Data below:
○ ○ ○ ○ ○

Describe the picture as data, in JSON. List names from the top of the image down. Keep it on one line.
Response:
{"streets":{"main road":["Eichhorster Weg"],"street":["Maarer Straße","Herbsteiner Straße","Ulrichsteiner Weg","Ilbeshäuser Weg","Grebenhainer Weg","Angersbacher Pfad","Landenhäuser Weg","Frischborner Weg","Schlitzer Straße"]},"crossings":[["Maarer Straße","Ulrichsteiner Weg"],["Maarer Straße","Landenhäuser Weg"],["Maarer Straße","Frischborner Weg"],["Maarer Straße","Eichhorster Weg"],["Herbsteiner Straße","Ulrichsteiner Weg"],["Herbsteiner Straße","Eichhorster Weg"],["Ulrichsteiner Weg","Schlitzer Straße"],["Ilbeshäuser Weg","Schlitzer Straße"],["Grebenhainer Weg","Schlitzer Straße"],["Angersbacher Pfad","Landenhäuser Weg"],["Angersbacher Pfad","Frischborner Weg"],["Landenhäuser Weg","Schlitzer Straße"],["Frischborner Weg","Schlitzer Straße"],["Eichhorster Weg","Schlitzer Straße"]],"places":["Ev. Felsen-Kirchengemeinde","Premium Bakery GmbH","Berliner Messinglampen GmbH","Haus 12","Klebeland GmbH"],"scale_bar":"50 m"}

○ ○ ○ ○ ○

Work request:
Please copy the whole of the material exactly as written.

Response to the task:
Describe the picture as data, in JSON. List names from the top of the image down. Keep it on one line.
Response:
{"streets":{"main road":["Eichhorster Weg"],"street":["Maarer Straße","Herbsteiner Straße","Ulrichsteiner Weg","Ilbeshäuser Weg","Grebenhainer Weg","Angersbacher Pfad","Landenhäuser Weg","Frischborner Weg","Schlitzer Straße"]},"crossings":[["Maarer Straße","Ulrichsteiner Weg"],["Maarer Straße","Landenhäuser Weg"],["Maarer Straße","Frischborner Weg"],["Maarer Straße","Eichhorster Weg"],["Herbsteiner Straße","Ulrichsteiner Weg"],["Herbsteiner Straße","Eichhorster Weg"],["Ulrichsteiner Weg","Schlitzer Straße"],["Ilbeshäuser Weg","Schlitzer Straße"],["Grebenhainer Weg","Schlitzer Straße"],["Angersbacher Pfad","Landenhäuser Weg"],["Angersbacher Pfad","Frischborner Weg"],["Landenhäuser Weg","Schlitzer Straße"],["Frischborner Weg","Schlitzer Straße"],["Eichhorster Weg","Schlitzer Straße"]],"places":["Ev. Felsen-Kirchengemeinde","Premium Bakery GmbH","Berliner Messinglampen GmbH","Haus 12","Klebeland GmbH"],"scale_bar":"50 m"}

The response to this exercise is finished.